Si wanita berkata, “Tolong ceritakan tentang hidupmu. Pasti menarik. Aku enggak pernah kenal seorang penyair sebelumnya, kecuali satu pas di SMA. Dan aku bahkan enggak tahu apakah dia masih seorang penyair.”
Si penyair mengatakan dengan muram, “Jangan berkata begitu.” Kemudian, “Mari ikut aku ke kamar tidur. Kamar tidurku dan aku ingin perlihatkan padamu.”
Si wanita meletakkan garpunya dan mengikuti dari belakang. Si wanita sangat senang. Dia merasa begitu bohemian. Dia ingin melepas semua pakaiannya.
“Baik,” kata si penyair, menyalakan lampu. “Kau dapat melihat sekarang di dindingku dua surat dari Al Purdy, mengatakan padaku bahwa aku sudah bagus tapi enggak cukup bagus.”
Si penyair duduk di ranjang rendah di lantai dan melebarkan kakinya dan menatap saat si wanita berjalan mengitari ruang sempit itu, meraba segalanya.

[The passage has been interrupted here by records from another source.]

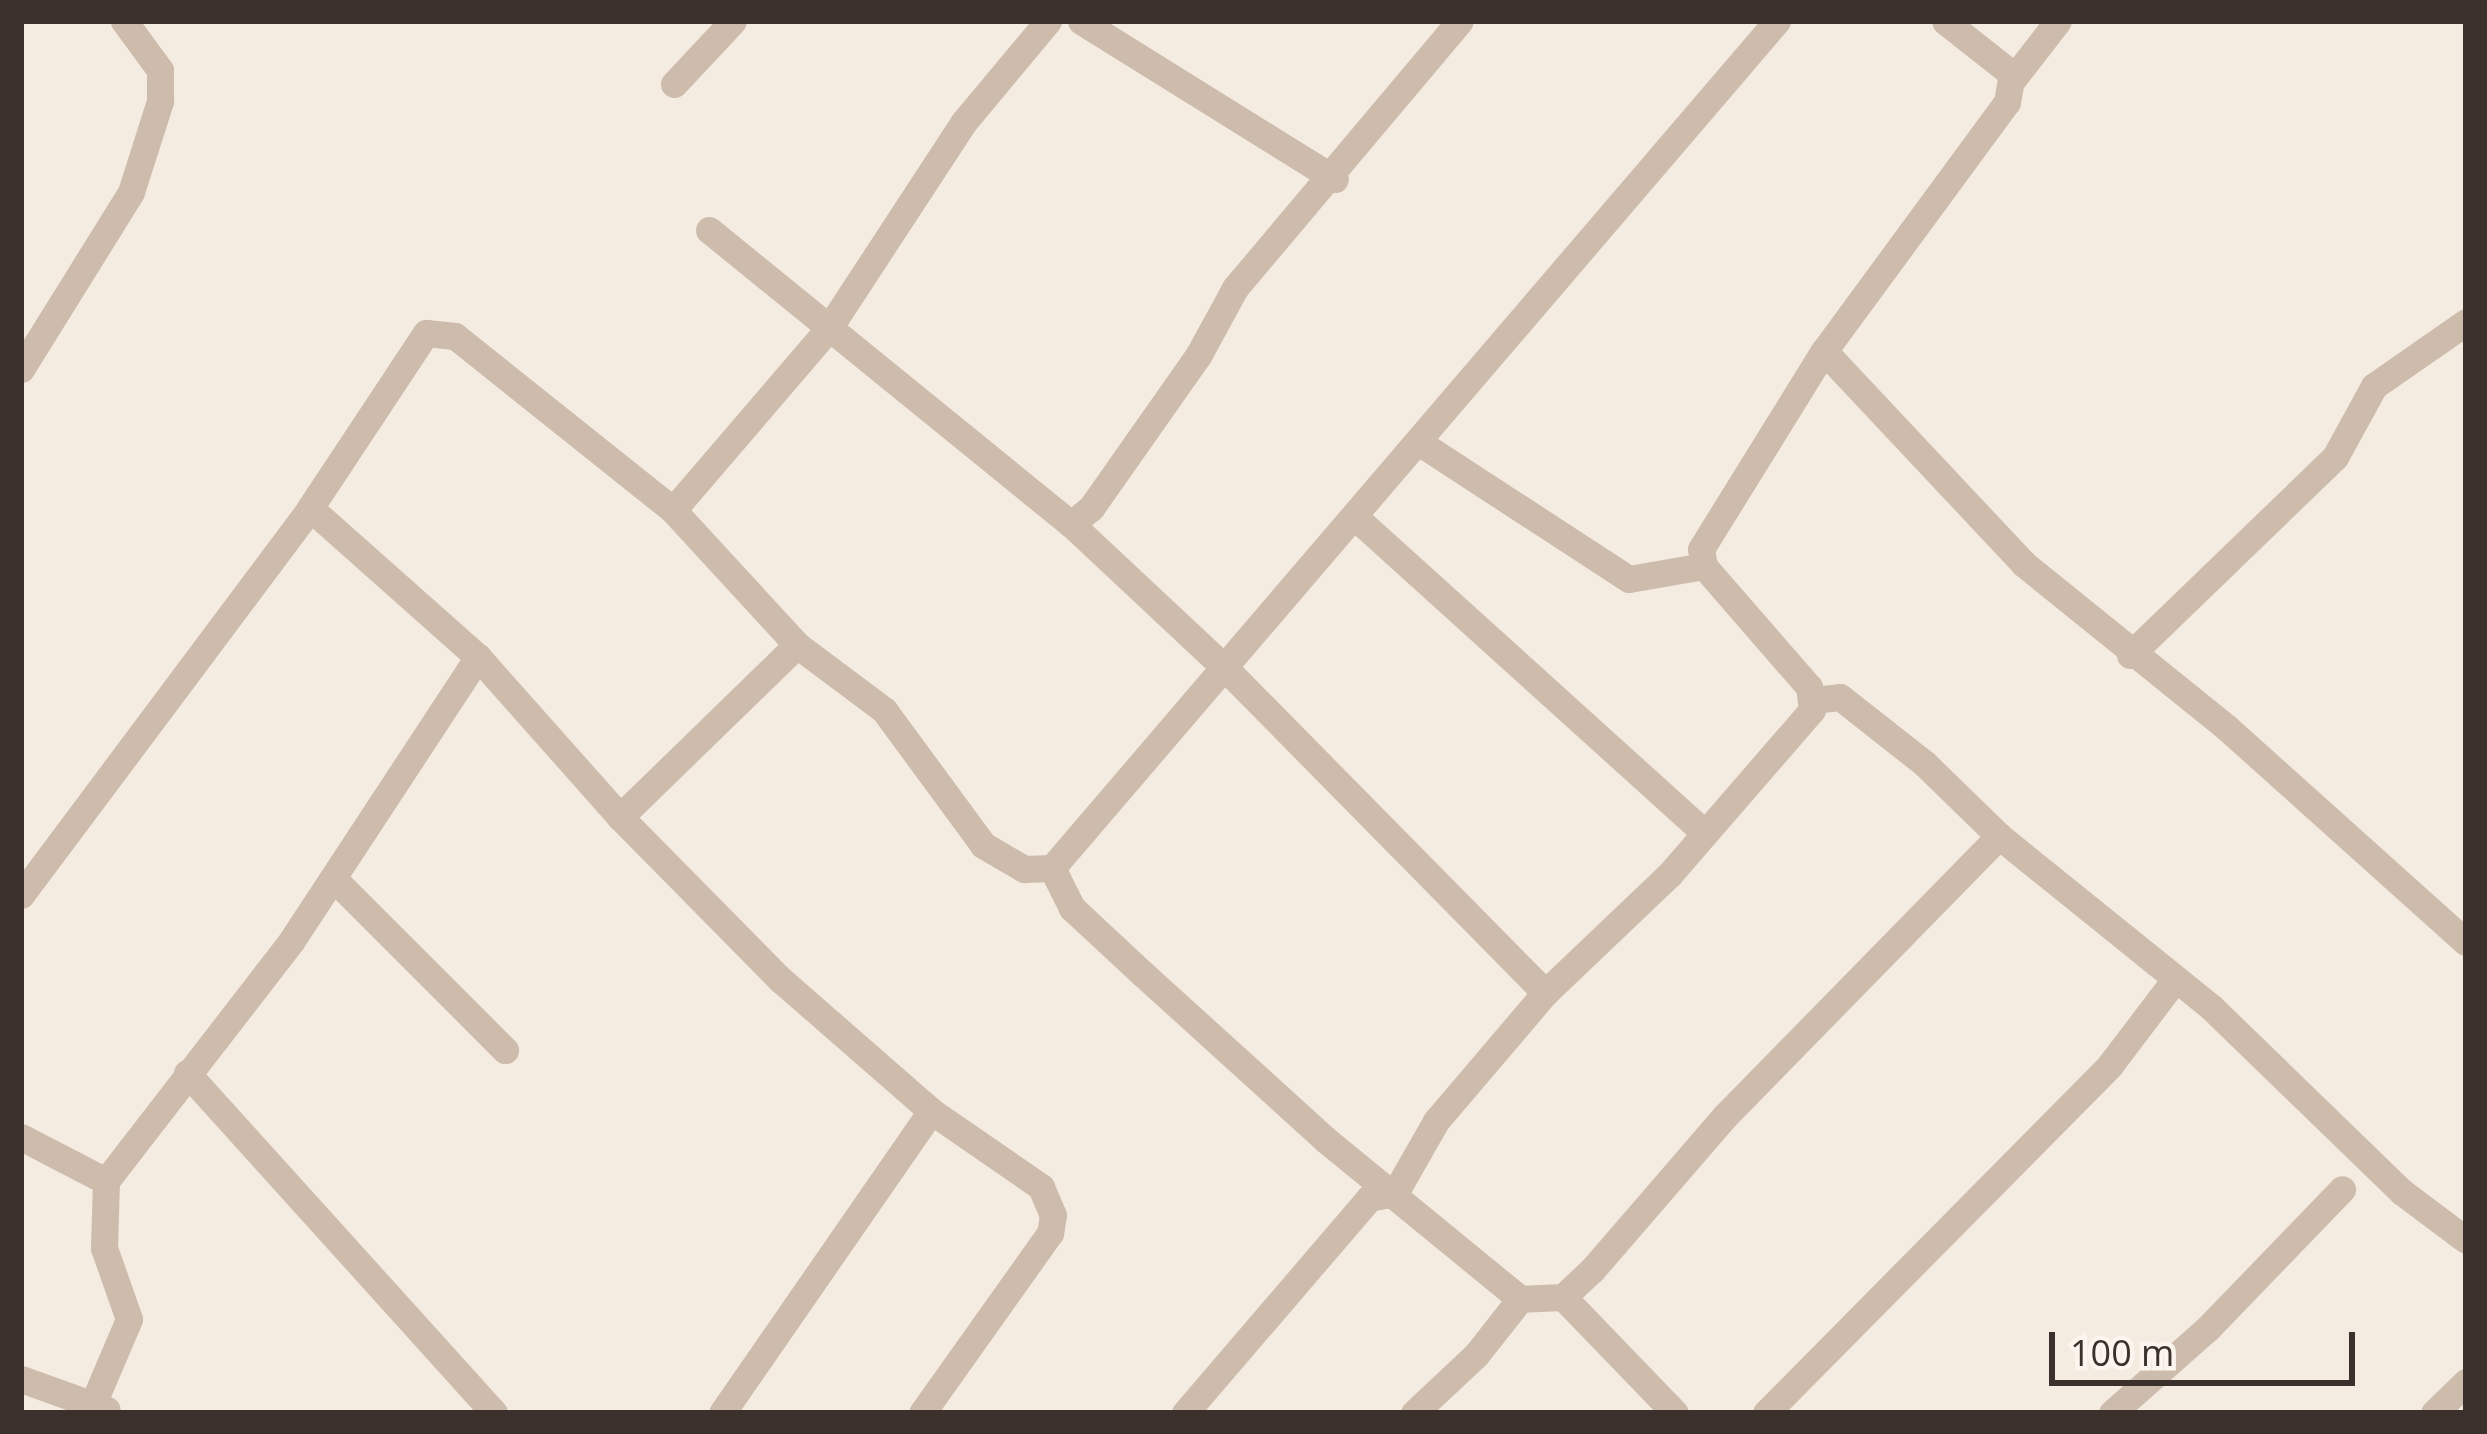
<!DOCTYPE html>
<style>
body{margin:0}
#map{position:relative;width:2487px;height:1434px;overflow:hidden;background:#f4ebe1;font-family:"Open Sans",sans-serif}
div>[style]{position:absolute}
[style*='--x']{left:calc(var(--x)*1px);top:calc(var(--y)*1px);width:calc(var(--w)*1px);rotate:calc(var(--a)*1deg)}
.minor>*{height:27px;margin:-13.5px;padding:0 13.5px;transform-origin:13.5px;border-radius:13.5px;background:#cdbbac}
span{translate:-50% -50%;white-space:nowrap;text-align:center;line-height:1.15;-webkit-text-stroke:12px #fbf5ee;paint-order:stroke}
.frame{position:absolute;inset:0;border:24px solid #3b302b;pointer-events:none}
.scale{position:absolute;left:2049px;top:1332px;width:306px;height:54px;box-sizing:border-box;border:6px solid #3b302b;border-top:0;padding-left:15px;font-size:36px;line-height:42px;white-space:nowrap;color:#3b302b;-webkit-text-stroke:9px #fbf5ee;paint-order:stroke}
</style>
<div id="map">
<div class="minor">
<div style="--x:1081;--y:21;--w:299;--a:31.9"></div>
<div style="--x:2013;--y:79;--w:73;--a:-52.2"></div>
<div style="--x:674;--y:84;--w:86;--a:-46.9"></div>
<div style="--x:709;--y:230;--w:466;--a:39.1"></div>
<div style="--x:1071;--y:524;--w:215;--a:43.1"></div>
<div style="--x:1228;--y:671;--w:452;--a:45.4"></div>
<div style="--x:1824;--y:351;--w:292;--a:46.8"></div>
<div style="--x:2024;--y:564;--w:260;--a:38.9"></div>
<div style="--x:2226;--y:727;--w:322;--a:41.9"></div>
<div style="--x:21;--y:369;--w:208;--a:-58.1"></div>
<div style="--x:131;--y:192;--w:96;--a:-72.3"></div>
<div style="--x:160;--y:101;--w:31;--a:-90"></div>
<div style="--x:160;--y:70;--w:61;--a:-126.3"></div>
<div style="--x:1420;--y:443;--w:249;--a:33.1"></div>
<div style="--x:1629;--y:579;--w:76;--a:-9.8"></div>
<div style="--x:310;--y:508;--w:225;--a:41.6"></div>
<div style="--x:478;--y:657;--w:214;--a:48.4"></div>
<div style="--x:620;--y:817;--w:229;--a:45.4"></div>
<div style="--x:781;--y:980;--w:199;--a:41.1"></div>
<div style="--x:931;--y:1111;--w:134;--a:34.6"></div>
<div style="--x:1041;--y:1187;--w:30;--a:67"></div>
<div style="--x:1053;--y:1215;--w:18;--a:99"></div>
<div style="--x:1050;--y:1233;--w:221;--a:125.4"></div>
<div style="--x:1355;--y:517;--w:468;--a:42.1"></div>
<div style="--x:1071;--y:524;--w:26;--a:-39"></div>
<div style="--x:1091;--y:508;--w:186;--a:-54.9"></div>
<div style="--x:1198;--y:356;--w:77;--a:-61.4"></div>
<div style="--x:1235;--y:288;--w:349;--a:-49.9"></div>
<div style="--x:797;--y:645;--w:183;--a:-132.6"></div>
<div style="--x:673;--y:510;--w:240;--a:-49.4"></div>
<div style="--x:829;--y:328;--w:245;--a:-56.8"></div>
<div style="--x:963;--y:123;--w:133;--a:-50.2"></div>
<div style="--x:2130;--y:655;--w:285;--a:-44"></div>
<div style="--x:2335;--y:457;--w:81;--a:-61.2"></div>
<div style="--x:2374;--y:386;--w:112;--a:-34.8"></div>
<div style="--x:1812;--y:700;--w:28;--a:-6"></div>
<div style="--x:1840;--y:697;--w:107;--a:38.2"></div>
<div style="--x:1924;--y:763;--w:105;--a:44.2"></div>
<div style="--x:1999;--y:836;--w:272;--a:38.9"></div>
<div style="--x:2211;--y:1007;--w:266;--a:44.1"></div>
<div style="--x:2402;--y:1192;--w:80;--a:36.9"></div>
<div style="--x:620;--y:817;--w:247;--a:-44.2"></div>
<div style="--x:797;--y:645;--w:109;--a:36.8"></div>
<div style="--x:884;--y:710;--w:167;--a:53.7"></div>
<div style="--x:983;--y:845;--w:48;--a:30.3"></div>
<div style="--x:1024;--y:869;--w:28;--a:-2"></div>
<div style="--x:1052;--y:868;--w:1115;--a:-49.44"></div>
<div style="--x:1052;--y:868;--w:45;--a:63.4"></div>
<div style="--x:1072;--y:908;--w:97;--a:42.9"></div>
<div style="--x:1143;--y:974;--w:247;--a:42.2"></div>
<div style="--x:1326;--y:1140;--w:251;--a:39.3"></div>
<div style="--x:1520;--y:1299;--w:43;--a:-2.7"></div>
<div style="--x:1563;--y:1297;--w:40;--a:-43"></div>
<div style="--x:1592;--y:1270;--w:203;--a:-49.2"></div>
<div style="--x:1725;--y:1116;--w:392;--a:-45.6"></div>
<div style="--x:334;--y:879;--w:242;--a:45"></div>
<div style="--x:21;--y:895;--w:483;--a:-53.2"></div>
<div style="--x:310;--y:508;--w:210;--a:-56.5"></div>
<div style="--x:426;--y:333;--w:29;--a:6"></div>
<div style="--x:455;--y:336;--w:279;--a:38.6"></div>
<div style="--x:187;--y:1073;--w:458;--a:47.9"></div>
<div style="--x:21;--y:1137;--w:96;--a:27.4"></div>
<div style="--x:1563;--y:1297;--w:161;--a:46"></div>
<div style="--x:21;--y:1379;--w:91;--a:19.8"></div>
<div style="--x:89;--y:1413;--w:102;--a:-66.9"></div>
<div style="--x:129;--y:1319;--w:75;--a:-109.4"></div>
<div style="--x:104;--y:1248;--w:67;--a:-88.3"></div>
<div style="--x:106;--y:1181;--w:304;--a:-52.3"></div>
<div style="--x:292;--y:940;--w:339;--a:-56.7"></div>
<div style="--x:722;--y:1413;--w:367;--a:-55.3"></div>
<div style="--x:1185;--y:1413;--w:283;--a:-49.4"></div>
<div style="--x:1369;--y:1198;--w:26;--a:-11"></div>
<div style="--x:1395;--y:1193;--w:83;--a:-60.3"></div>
<div style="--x:1436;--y:1121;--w:168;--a:-49.6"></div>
<div style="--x:1545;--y:993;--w:171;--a:-43.6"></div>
<div style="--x:1669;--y:875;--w:218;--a:-49.1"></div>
<div style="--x:1812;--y:710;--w:23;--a:-97"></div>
<div style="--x:1809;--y:687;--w:160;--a:-131"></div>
<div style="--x:1704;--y:566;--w:17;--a:-100"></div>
<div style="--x:1701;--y:549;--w:233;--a:-58.2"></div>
<div style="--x:1824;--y:351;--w:309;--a:-53.7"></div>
<div style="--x:2007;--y:102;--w:28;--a:-80"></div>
<div style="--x:2012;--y:74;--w:85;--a:-141.7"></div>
<div style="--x:1414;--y:1413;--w:85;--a:-43.1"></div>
<div style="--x:1476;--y:1355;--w:71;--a:-51.8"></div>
<div style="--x:1766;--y:1413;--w:489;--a:-45.3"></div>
<div style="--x:2110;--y:1065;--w:104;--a:-52.8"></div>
<div style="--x:2112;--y:1413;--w:128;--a:-41.5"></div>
<div style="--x:2208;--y:1328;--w:193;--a:-46"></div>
<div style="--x:2434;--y:1413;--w:45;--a:-44.1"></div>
</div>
<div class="frame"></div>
<div class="scale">100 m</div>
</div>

“Itu foto yang diambil ketika aku lagi di Polandia. Aku adalah seorang profesor.”
“Kau tampak sangat Polandia di sini.”
“Aku tahu.”
Si penyair berbaring telentang di tempat tidurnya dan menatap langit-langit, tangan dijadikan bantal di belakang kepala. “Kau merokok?” Dia bertanya.
“Tidak.”
“Tolong ke kamar sebelah dan minta rokok dari teman sekamar novelisku. Dia pasti punya sekotak di mejanya. Katakan padanya aku yang minta; ia akan mengerti. Jika ia menolak untuk memberi atau marah, tinggalkan ruangan segera. Kadang-kadang itu yang membuatnya terganggu saat dia sedang nulis.”
Si wanita meninggalkan kamar dan berjalan menyusuri lorong dan melihat si novelis membungkuk depan komputer, duduk di kursinya, menekan jari-jarinya ke layar. “Ayo masuk,” kata si novelis, ketika ia mendengar si wanita mendekat, dan bergerak ke arah mejanya dan meletakkan tangannya di atas meja dan bersandar ke depan. Si novelis meletakkan satu tangan di pantat si wanita, terasa menggeser di balik pakaian si wanita.
“Apa kau lihat ada serangga?”
Si wanita menahan napas, tidak bergerak. Lalu dia tampak mengelak dan berkata, “Aku datang ke sini untuk minta rokok buat si penyair. Dia bilang kau akan mengerti.”
“Tentu saja aku mengerti.” Dia menarik dua batang rokok dari dalam pak dan si wanita membawanya. Si wanita meninggalkan kamar itu dan berjalan dengan kaku melalui lorong menuju kamar si penyair, dan pada saat berjalan ia ingat sebuah mimpi. “Aku bermimpi suatu kali kalau aku lagi ada di sebuah kamar dengan orang lain.”
Ketika si penyair melihat si wanita ia duduk tegak di ranjang. “Tutup pintunya,” katanya. “Si novelis itu cemburuan.”
Si wanita menutup pintu dan duduk di samping si penyair. Si wanita meletakkan rokok di tangan si penyair. Si penyair terbengong menatap rokoknya. Si wanita ingin si penyair menyeret kakinya, mendorongnya ke tempat tidur, menampar dan memperkosanya dengan bengis.
“Dua, ya,” kata si penyair. “Dia pasti menyukaimu.”
“Ya. Dia meraba pantatku.”
“Coba kulihat.”
Si wanita berbaring di perut si penyair dan si penyair memeriksa dalaman pakaian si wanita.
***
Terjemahan The Poet and The Novelist as Roommates dari Sheila Heti, penulis Kanada keturunan imigran Yahudi Hungaria, yang terdapat di The Middle Stories. Menulis adalah cara yang paling jelas dan jalan yang sangat ajaib untuk menyendiri, kelakarnya. Membaca Heti, seperti membaca Etgar Keret; minimalis, surealis, dan komikal, juga cerdas, apa gara-gara orang Yahudi, ya?
Selalu ada dua laki-laki dan seorang perempuan di tulisan sheila heti, seenggaknya di cerpen yang kamu terjemahin hehehe jadi kepengin tau tulisan dia yang lain, keren.